You've already said that you struggle with understanding her team mentality. Perhaps you should invest some time in trying to understand it, in understanding *her* better and what her motivations are. Not with the intention of convincing her to think differently either, but with the genuine effort of understanding the basis for her hesitation.
Don't approach this as "how do I convince my wife that she's handling her own priorities wrong?" approach it with the open minded compassion of "why is my wife struggling when her stated priorities are one thing but her behaviour is something contrary to that?" Give her the benefit of the doubt that there's something quite legitimate behind her internal conflict. It could be fear that FU money isn't enough, it could be a sense of duty to her patients, it could be lifelong indoctrination to not question authority, it could be that she loves her job and her team and would rather work nights than lose it.
There are a TON of possible combinations of factors influencing her struggle, and if you don't know what they are, then you are falling down on the job of being her main support.

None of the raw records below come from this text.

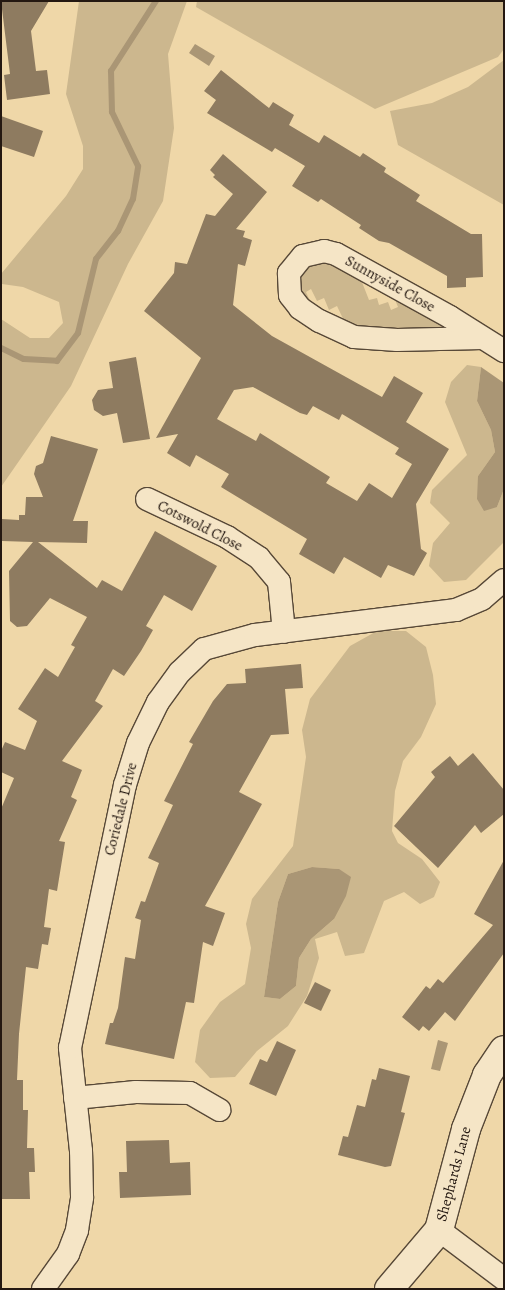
<!DOCTYPE html>
<html>
<head>
<meta charset="utf-8">
<style>
	body { margin:0 }
	#map { position:relative; width:505px; height:1290px; overflow:hidden; background:#efd7a8; font-family:Alegreya,serif }
	div>[style] { position:absolute }
	[style*='--x'] { left:calc(var(--x)*1px); top:calc(var(--y)*1px); width:calc(var(--w)*1px); rotate:calc(var(--a)*1deg) }
	.green>* { inset:0; background:#ccb78e }
	.water>* { inset:0; background:#aa9675 }
	.stream>* { height:6px; margin:-3px; padding:0 3px; transform-origin:3px; border-radius:3px; background:#aa9675 }
	.building>* { inset:0; background:#8e7b60 }
	.roads { filter:drop-shadow(1px 0 #574837) drop-shadow(-1px 0 #574837) drop-shadow(0 1px #574837) drop-shadow(0 -1px #574837) }
	.street>* { height:22px; margin:-11px; padding:0 11px; transform-origin:11px; border-radius:11px; background:#f5e5c6 }
	.secondary>* { height:28px; margin:-14px; padding:0 14px; transform-origin:14px; border-radius:14px; background:#f5e5c6 }
	span { translate:-50% -50%; white-space:nowrap; text-align:center; line-height:1.15; -webkit-text-stroke:4.5px #f5e5c6; paint-order:stroke }
	.street-label { font-size:15px; color:#241811 }
	.frame { position:absolute; inset:0; border:2px solid #241811; pointer-events:none }
</style>
</head>
<body>
<div id="map">
	<div class="green">
		<i style="clip-path:polygon(79px 1px,187px 1px,168px 54px,174px 128px,163px 201px,128px 264px,71px 386px,1px 487px,1px 319px,30px 338px,49px 338px,63px 323px,59px 302px,23px 287px,2px 284px,1px 274px,66px 196px,83px 169px,83px 146px,66px 94px)"></i>
		<i style="clip-path:polygon(197px 1px,504px 1px,504px 49px,498px 57px,375px 109px,196px 7px)"></i>
		<i style="clip-path:polygon(504px 60px,504px 205px,398px 145px,390px 111px,432px 103px,468px 87px)"></i>
		<i style="clip-path:polygon(317px 260px,358px 272px,369px 300px,377px 298px,379px 305px,388px 302px,391px 310px,398px 307px,392px 292px,455px 333px,347px 327px,337px 306px,329px 310px,324px 298px,317px 301px,311px 289px,306px 292px,313px 308px,301px 297px,297px 284px,301px 268px)"></i>
		<i style="clip-path:polygon(467px 365px,481px 367px,477px 401px,491px 430px,495px 452px,478px 476px,497px 507px,504px 489px,504px 542px,466px 580px,444px 582px,429px 566px,433px 543px,450px 523px,430px 503px,432px 490px,467px 455px,445px 402px,451px 382px)"></i>
		<i style="clip-path:polygon(evenodd,377px 631px,406px 631px,426px 647px,433px 675px,436px 704px,421px 737px,403px 761px,395px 791px,392px 831px,398px 843px,422px 859px,440px 882px,434px 897px,420px 904px,404px 892px,384px 901px,364px 953px,345px 956px,337px 932px,315px 939px,319px 958px,307px 996px,288px 1026px,257px 1051px,235px 1077px,210px 1078px,195px 1062px,200px 1030px,220px 1002px,245px 984px,251px 948px,246px 924px,252px 899px,293px 846px,306px 757px,302px 730px,310px 699px,350px 646px,377px 631px,312px 867px,339px 869px,334px 919px,311px 939px,299px 958px,296px 986px,280px 999px,264px 997px,278px 902px,288px 874px,312px 867px)"></i>
	</div>
	<div class="water">
		<i style="clip-path:polygon(195px 44px,215px 56px,209px 66px,189px 53px)"></i>
		<i style="clip-path:polygon(481px 367px,504px 383px,504px 489px,497px 507px,484px 511px,477px 499px,478px 476px,495px 452px,491px 430px,477px 401px)"></i>
		<i style="clip-path:polygon(312px 867px,339px 869px,351px 877px,346px 896px,334px 919px,311px 939px,299px 958px,296px 986px,280px 999px,264px 997px,278px 902px,288px 874px)"></i>
		<i style="clip-path:polygon(438px 1040px,448px 1043px,440px 1071px,431px 1069px)"></i>
	</div>
	<div class="stream">
		<i style="--x:1;--y:348;--w:25;--a:26"></i>
		<i style="--x:24;--y:359;--w:33;--a:3"></i>
		<i style="--x:57;--y:361;--w:35;--a:-53"></i>
		<i style="--x:78;--y:333;--w:76;--a:-76.3"></i>
		<i style="--x:96;--y:259;--w:36;--a:-52"></i>
		<i style="--x:118;--y:231;--w:35;--a:-65"></i>
		<i style="--x:133;--y:199;--w:33;--a:-81"></i>
		<i style="--x:138;--y:166;--w:60;--a:-115.7"></i>
		<i style="--x:112;--y:112;--w:41;--a:-91.4"></i>
		<i style="--x:111;--y:71;--w:83;--a:-57.3"></i>
	</div>
	<div class="building">
		<i style="clip-path:polygon(1px 1px,49px 1px,31px 31px,36px 71px,47px 70px,50px 94px,7px 100px,4px 75px,10px 74px)"></i>
		<i style="clip-path:polygon(221px 70px,269px 108px,273px 102px,294px 115px,289px 125px,319px 143px,324px 135px,360px 157px,363px 153px,386px 168px,384px 172px,420px 195px,416px 201px,471px 234px,482px 234px,483px 277px,466px 278px,466px 287px,447px 288px,447px 276px,389px 243px,379px 241px,359px 228px,361px 225px,321px 199px,318px 202px,292px 186px,305px 166px,275px 148px,272px 152px,207px 113px,216px 100px,204px 91px)"></i>
		<i style="clip-path:polygon(1px 116px,43px 131px,34px 157px,1px 146px)"></i>
		<i style="clip-path:polygon(evenodd,223px 154px,267px 192px,236px 229px,245px 231px,243px 237px,252px 240px,245px 266px,238px 264px,233px 305px,272px 336px,382px 397px,394px 376px,423px 393px,406px 422px,449px 449px,416px 504px,421px 549px,427px 553px,414px 576px,388px 565px,381px 578px,344px 557px,334px 574px,299px 554px,307px 539px,221px 487px,229px 474px,196px 455px,190px 467px,167px 453px,178px 434px,156px 438px,201px 358px,144px 311px,174px 273px,175px 262px,187px 264px,206px 214px,215px 216px,233px 194px,213px 177px,215px 175px,210px 170px,223px 154px,253px 387px,300px 413px,307px 415px,313px 406px,339px 420px,342px 414px,399px 448px,395px 454px,412px 464px,392px 498px,369px 483px,357px 501px,326px 483px,330px 477px,260px 433px,256px 441px,217px 419px,234px 390px,253px 387px)"></i>
		<i style="clip-path:polygon(136px 357px,150px 439px,123px 443px,117px 413px,103px 416px,94px 410px,92px 400px,98px 390px,113px 388px,109px 362px)"></i>
		<i style="clip-path:polygon(51px 436px,98px 449px,73px 521px,88px 521px,87px 543px,38px 542px,97px 588px,102px 580px,122px 591px,155px 531px,217px 566px,192px 611px,164px 595px,146px 626px,153px 630px,141px 651px,124px 676px,113px 669px,95px 701px,103px 706px,62px 761px,82px 770px,71px 797px,77px 800px,59px 841px,65px 842px,57px 891px,49px 889px,44px 927px,51px 928px,48px 945px,42px 944px,38px 969px,26px 967px,19px 1034px,17px 1080px,23px 1080px,23px 1110px,28px 1110px,27px 1148px,34px 1148px,35px 1172px,29px 1172px,30px 1199px,1px 1199px,1px 809px,14px 778px,1px 772px,1px 751px,5px 742px,25px 750px,37px 721px,18px 709px,45px 668px,58px 677px,75px 647px,71px 645px,87px 617px,50px 598px,27px 626px,17px 627px,10px 621px,9px 571px,33px 542px,2px 541px,2px 519px,19px 520px,19px 515px,25px 515px,26px 497px,43px 497px,34px 474px,36px 466px,43px 463px)"></i>
		<i style="clip-path:polygon(301px 664px,303px 688px,285px 689px,289px 734px,271px 735px,239px 792px,262px 804px,205px 906px,225px 913px,213px 946px,203px 942px,194px 1003px,186px 1002px,174px 1059px,105px 1044px,110px 1023px,113px 1023px,118px 1008px,125px 957px,135px 959px,141px 920px,135px 918px,141px 901px,145px 902px,159px 863px,148px 858px,173px 805px,164px 801px,193px 744px,189px 742px,213px 701px,227px 684px,246px 683px,245px 669px)"></i>
		<i style="clip-path:polygon(473px 753px,504px 790px,504px 814px,481px 833px,475px 825px,438px 868px,394px 826px,435px 777px,431px 772px,450px 756px,458px 766px)"></i>
		<i style="clip-path:polygon(504px 860px,504px 953px,455px 1021px,445px 1012px,429px 1031px,423px 1026px,419px 1031px,402px 1017px,426px 986px,430px 989px,438px 979px,443px 983px,493px 925px,474px 914px)"></i>
		<i style="clip-path:polygon(315px 982px,331px 990px,321px 1011px,304px 1003px)"></i>
		<i style="clip-path:polygon(277px 1041px,296px 1050px,276px 1096px,249px 1084px,260px 1059px,267px 1062px)"></i>
		<i style="clip-path:polygon(379px 1068px,410px 1076px,401px 1112px,405px 1113px,391px 1166px,385px 1167px,338px 1155px,343px 1136px,348px 1137px,357px 1105px,365px 1107px,372px 1079px,376px 1080px)"></i>
		<i style="clip-path:polygon(169px 1140px,170px 1163px,190px 1162px,191px 1195px,120px 1198px,119px 1172px,127px 1172px,126px 1141px)"></i>
	</div>
	<div class="roads">
		<div class="street">
			<i style="--x:482;--y:338;--w:85;--a:178.7"></i>
			<i style="--x:397;--y:340;--w:43;--a:-176"></i>
			<i style="--x:354;--y:337;--w:38;--a:-155"></i>
			<i style="--x:319;--y:321;--w:23;--a:-146"></i>
			<i style="--x:300;--y:308;--w:16;--a:-128"></i>
			<i style="--x:290;--y:295;--w:22;--a:-93"></i>
			<i style="--x:289;--y:273;--w:22;--a:-51"></i>
			<i style="--x:303;--y:256;--w:22;--a:-13"></i>
			<i style="--x:324;--y:251;--w:12;--a:14"></i>
			<i style="--x:336;--y:254;--w:130;--a:28.9"></i>
			<i style="--x:450;--y:317;--w:64;--a:32.2"></i>
			<i style="--x:147;--y:499;--w:89;--a:25.4"></i>
			<i style="--x:227;--y:537;--w:38;--a:33"></i>
			<i style="--x:259;--y:558;--w:31;--a:50"></i>
			<i style="--x:279;--y:582;--w:50;--a:84.3"></i>
			<i style="--x:75;--y:1098;--w:61;--a:-5.6"></i>
			<i style="--x:136;--y:1092;--w:54;--a:1.1"></i>
			<i style="--x:190;--y:1093;--w:34;--a:30"></i>
			<i style="--x:439;--y:1230;--w:81;--a:37"></i>
			<i style="--x:43;--y:1289;--w:43;--a:-54.5"></i>
			<i style="--x:68;--y:1254;--w:26;--a:-69"></i>
			<i style="--x:77;--y:1230;--w:33;--a:-81"></i>
			<i style="--x:82;--y:1197;--w:46;--a:-91.2"></i>
			<i style="--x:81;--y:1151;--w:104;--a:-96.1"></i>
			<i style="--x:70;--y:1048;--w:269;--a:-78.2"></i>
			<i style="--x:125;--y:785;--w:44;--a:-72.8"></i>
			<i style="--x:138;--y:743;--w:46;--a:-64"></i>
			<i style="--x:158;--y:702;--w:37;--a:-54"></i>
			<i style="--x:180;--y:672;--w:33;--a:-44"></i>
			<i style="--x:204;--y:649;--w:53;--a:-15.4"></i>
			<i style="--x:255;--y:635;--w:203;--a:-7.1"></i>
			<i style="--x:456;--y:610;--w:28;--a:-23"></i>
			<i style="--x:482;--y:599;--w:29;--a:-41"></i>
		</div>
		<div class="secondary">
			<i style="--x:389;--y:1289;--w:77;--a:-49.7"></i>
			<i style="--x:439;--y:1230;--w:105;--a:-75"></i>
			<i style="--x:466;--y:1129;--w:58;--a:-68.7"></i>
			<i style="--x:487;--y:1075;--w:30;--a:-56"></i>
		</div>
	</div>
	<div class="street-label">
		<span style="left:390px;top:284px;rotate:29deg">Sunnyside Close</span>
		<span style="left:200px;top:526px;rotate:27deg">Cotswold Close</span>
		<span style="left:121px;top:809px;rotate:-76deg">Coriedale Drive</span>
		<span style="left:454px;top:1174px;rotate:-75deg">Shephards Lane</span>
	</div>
	<div class="frame"></div>
</div>
</body>
</html>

I'm personally facing huge decisions right now that I'm really struggling with, and my husband keeps dragging me out for long walks so that I can verbal diarrhea my way through the process of deciding what to do. He asked a lot of questions, but held back from stating an opinion until he fully understood the complexities and nuances of the dilemma, which I myself didn't even understand until I talked through them with him. It's been weeks and only now is he starting to offer his opinion because it's taken that long to fully understand my feelings and worries.
So put in the time, get to know your wife better, and then you will be equipped to give her the most effective guidance.
Just my 2c as a retired senior healthcare professional, and the wife of someone who makes every difficult decision easier for me.